Godinho Delgado: Uma legislação que instigue o empresário a transformar o trabalhador em um ser econômico e profissional incentiva a atividade econômica. Governo que não tem proteção social e acha que política econômica é uma coisa neutra vai adotar remédios errados e desequilibrados. É preciso que se gere emprego de qualidade, e não apenas números. Se a pessoa ganha menos de um salário mínimo, ela pode estar estatisticamente empregada, mas é preciso uma massa de consumidores reais, com capacidade de consumo, e isso vai gerar retorno para as empresas. Esse retorno não é direto, mas ocorre de forma global, em que todos se fortalecem.
Secom/TST: O que precisa ser aperfeiçoado na legislação?

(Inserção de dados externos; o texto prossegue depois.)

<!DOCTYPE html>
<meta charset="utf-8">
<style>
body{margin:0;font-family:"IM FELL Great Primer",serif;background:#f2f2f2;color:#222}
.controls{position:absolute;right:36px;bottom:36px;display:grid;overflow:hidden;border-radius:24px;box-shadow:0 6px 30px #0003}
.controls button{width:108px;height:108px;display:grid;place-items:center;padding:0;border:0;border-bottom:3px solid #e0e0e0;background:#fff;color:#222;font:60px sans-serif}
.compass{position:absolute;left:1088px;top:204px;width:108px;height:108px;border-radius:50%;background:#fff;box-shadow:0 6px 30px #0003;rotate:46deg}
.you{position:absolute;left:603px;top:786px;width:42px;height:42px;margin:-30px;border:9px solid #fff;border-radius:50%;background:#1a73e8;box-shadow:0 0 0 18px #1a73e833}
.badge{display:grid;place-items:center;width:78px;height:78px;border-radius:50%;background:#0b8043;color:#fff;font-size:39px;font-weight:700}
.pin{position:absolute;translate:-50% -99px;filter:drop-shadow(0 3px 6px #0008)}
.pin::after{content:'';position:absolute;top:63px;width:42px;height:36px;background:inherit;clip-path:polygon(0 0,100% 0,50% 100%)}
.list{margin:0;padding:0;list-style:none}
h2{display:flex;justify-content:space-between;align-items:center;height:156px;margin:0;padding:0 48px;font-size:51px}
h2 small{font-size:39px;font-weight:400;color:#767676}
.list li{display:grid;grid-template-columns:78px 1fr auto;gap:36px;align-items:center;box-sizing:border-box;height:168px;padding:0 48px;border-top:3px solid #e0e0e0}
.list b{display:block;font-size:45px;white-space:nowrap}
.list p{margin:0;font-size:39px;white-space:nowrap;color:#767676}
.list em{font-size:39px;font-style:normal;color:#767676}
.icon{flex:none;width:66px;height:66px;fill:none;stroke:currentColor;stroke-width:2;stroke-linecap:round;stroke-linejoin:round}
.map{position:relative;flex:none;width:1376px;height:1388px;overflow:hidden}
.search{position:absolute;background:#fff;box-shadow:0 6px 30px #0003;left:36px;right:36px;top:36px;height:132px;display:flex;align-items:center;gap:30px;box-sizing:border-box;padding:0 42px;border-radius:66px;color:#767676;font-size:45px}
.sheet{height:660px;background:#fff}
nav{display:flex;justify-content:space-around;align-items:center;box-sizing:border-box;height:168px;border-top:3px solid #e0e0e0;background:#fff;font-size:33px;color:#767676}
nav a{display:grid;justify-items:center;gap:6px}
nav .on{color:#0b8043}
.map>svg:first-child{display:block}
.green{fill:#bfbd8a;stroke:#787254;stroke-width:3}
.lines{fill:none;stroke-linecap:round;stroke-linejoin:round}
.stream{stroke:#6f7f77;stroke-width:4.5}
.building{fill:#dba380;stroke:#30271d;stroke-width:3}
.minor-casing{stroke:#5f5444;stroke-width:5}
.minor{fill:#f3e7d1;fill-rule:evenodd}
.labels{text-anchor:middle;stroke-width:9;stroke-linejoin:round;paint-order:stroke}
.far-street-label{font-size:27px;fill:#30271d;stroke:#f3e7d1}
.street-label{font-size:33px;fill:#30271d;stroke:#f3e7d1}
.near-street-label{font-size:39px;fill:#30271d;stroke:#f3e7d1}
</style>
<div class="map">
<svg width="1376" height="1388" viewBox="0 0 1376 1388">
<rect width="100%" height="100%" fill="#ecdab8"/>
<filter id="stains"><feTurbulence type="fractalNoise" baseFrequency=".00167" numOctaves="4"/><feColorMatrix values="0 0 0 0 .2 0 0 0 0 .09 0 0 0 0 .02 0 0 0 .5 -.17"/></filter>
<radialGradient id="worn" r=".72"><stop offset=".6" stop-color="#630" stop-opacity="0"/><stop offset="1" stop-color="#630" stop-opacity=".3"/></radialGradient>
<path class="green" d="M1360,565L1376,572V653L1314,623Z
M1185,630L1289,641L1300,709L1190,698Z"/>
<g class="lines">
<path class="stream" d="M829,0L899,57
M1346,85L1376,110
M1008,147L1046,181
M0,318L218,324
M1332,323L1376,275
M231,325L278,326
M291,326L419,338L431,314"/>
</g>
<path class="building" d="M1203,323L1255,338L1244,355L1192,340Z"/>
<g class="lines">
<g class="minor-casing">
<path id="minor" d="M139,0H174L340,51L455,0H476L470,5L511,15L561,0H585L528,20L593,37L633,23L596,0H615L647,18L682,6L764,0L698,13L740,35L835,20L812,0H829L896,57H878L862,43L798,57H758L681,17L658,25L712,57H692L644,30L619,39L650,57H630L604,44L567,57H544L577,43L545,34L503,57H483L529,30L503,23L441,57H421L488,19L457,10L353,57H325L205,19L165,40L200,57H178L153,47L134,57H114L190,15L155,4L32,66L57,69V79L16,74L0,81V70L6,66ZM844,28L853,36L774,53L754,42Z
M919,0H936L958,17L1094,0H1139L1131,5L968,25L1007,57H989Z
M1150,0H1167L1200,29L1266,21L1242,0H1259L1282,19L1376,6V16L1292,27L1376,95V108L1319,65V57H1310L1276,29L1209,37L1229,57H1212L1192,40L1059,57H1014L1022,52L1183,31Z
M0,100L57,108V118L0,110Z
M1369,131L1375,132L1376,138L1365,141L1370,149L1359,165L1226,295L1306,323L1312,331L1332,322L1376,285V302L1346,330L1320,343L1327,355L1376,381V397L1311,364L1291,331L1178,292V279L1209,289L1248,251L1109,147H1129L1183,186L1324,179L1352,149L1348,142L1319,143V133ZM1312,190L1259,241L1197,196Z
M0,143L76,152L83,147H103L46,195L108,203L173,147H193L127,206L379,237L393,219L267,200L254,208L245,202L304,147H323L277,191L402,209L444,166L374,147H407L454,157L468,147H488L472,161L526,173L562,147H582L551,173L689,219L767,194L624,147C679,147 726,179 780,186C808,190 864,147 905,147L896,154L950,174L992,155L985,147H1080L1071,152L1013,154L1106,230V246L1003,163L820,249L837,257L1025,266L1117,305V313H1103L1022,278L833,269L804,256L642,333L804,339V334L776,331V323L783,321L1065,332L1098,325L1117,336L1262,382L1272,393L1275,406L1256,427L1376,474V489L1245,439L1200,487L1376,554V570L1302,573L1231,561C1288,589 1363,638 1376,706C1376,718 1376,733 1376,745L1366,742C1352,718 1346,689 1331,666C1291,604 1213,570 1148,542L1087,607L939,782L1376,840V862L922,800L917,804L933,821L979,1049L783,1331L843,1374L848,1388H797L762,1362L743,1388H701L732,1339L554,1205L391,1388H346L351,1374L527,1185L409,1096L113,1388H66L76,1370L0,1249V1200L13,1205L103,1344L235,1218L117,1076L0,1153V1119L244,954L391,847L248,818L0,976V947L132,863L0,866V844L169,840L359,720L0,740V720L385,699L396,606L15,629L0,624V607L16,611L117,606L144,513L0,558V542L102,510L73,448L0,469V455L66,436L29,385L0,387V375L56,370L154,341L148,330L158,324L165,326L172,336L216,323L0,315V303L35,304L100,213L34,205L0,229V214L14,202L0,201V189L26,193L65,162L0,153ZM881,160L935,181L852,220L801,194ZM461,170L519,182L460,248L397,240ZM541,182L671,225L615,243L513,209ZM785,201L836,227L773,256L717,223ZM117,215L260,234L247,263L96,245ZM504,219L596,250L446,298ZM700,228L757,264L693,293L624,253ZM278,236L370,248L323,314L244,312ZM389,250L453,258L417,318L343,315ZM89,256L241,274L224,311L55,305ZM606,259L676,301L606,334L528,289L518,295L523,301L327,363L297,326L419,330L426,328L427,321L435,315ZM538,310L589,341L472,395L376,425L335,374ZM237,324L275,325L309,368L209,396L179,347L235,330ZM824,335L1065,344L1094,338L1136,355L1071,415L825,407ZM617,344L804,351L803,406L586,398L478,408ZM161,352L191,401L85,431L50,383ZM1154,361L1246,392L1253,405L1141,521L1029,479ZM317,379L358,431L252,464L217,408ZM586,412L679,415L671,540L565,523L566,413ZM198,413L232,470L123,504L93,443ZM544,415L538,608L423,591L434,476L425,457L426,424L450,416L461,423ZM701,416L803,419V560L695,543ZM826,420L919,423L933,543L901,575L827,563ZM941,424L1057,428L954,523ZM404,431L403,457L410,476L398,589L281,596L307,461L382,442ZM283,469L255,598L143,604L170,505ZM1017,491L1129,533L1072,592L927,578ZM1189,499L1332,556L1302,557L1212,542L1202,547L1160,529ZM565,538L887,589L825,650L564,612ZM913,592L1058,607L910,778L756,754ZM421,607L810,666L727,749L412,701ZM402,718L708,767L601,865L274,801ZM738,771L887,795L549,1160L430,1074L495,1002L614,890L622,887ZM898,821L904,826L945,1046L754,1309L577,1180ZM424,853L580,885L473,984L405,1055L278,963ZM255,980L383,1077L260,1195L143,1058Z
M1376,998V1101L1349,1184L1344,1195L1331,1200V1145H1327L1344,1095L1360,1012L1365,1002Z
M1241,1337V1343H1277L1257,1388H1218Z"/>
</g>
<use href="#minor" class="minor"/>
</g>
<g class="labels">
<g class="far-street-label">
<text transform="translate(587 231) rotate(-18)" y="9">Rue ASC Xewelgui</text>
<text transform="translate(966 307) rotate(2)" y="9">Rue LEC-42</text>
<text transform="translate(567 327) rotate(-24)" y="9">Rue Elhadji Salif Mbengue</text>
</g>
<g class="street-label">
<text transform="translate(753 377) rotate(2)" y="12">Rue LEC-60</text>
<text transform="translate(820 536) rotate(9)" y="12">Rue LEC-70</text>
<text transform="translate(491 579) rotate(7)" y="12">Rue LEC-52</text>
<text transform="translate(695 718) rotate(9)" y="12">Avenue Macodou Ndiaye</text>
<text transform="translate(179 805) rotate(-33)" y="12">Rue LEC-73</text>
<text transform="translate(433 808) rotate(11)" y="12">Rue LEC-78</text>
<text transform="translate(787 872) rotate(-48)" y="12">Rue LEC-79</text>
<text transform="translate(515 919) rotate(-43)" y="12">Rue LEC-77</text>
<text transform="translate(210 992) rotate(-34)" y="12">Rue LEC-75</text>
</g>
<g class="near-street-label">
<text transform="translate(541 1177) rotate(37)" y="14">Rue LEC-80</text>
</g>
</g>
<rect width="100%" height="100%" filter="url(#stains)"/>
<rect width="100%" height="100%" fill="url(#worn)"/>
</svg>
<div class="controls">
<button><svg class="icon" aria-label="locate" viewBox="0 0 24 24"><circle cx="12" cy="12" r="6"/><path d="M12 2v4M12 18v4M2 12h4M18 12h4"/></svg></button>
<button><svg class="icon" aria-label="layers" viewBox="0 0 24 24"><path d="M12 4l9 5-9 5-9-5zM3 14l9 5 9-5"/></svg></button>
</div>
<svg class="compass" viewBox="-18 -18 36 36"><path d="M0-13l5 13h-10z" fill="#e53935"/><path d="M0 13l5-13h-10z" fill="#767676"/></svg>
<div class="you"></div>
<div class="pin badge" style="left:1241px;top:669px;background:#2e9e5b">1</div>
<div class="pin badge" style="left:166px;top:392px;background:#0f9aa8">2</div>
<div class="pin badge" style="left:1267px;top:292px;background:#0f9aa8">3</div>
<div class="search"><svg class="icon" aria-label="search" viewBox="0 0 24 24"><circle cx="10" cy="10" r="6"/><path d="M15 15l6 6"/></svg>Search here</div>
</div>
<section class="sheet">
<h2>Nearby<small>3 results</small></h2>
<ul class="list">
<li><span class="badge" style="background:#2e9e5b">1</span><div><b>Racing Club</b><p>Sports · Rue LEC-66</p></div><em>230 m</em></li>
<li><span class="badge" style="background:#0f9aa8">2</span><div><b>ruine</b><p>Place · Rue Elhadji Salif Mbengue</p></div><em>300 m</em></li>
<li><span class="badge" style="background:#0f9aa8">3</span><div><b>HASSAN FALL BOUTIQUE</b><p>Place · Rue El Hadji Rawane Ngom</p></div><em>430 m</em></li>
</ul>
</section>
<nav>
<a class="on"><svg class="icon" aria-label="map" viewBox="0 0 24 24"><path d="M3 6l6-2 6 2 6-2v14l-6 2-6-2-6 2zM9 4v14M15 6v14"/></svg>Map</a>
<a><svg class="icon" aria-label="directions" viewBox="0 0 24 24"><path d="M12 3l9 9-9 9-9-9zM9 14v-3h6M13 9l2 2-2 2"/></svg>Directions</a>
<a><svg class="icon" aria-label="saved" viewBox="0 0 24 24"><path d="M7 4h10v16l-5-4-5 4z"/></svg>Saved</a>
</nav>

Godinho Delgado: A CLT, no passado, tinha dispositivos que fortaleciam sindicatos, instituição cujo papel é o de atender aos trabalhadores, com assistência judiciária gratuita. Mas a reforma trabalhista fragilizou os sindicatos, que hoje não têm como manter um corpo jurídico forte e viram sua capacidade de assistência judiciária reduzida. Ela também tornou caro acionar a Justiça, criando uma série de despesas novas, com a ideia de que a pessoa, ao entrar na Justiça, está agindo de má-fé. Essas medidas tornaram o processo trabalhista arriscado, e esse conjunto de fatores precisa ser aperfeiçoado.
Secom/TST: Com o avanço do trabalho por plataformas digitais e a flexibilização das relações de trabalho, estamos em um ponto de inflexão?
Godinho Delgado: Estamos vivendo uma fase parecida com outras. Claro que a tecnologia sepulta muitas formas de trabalho, mas cria outras profissões e outras necessidades. O que existe hoje é uma tecnologia específica, sofisticada, a partir da computadorização e dos chamados algoritmos, direcionados para objetivos bem específicos. E vivemos uma fase em que, para uma corrente ideológica, direitos sociais são considerados despesas injustificáveis, populismo, demagogia, irresponsabilidade. Acontece que são eles que permitem a maior afirmação do ser humano no sistema econômico. A sociedade vai ter de escolher se quer ter trabalho precarizado ou regulado, mas o regulado é o que gera direitos, e isso não é incompatível com o funcionamento do sistema. Trata-se, portanto, mais de uma escolha do que um empecilho tecnológico.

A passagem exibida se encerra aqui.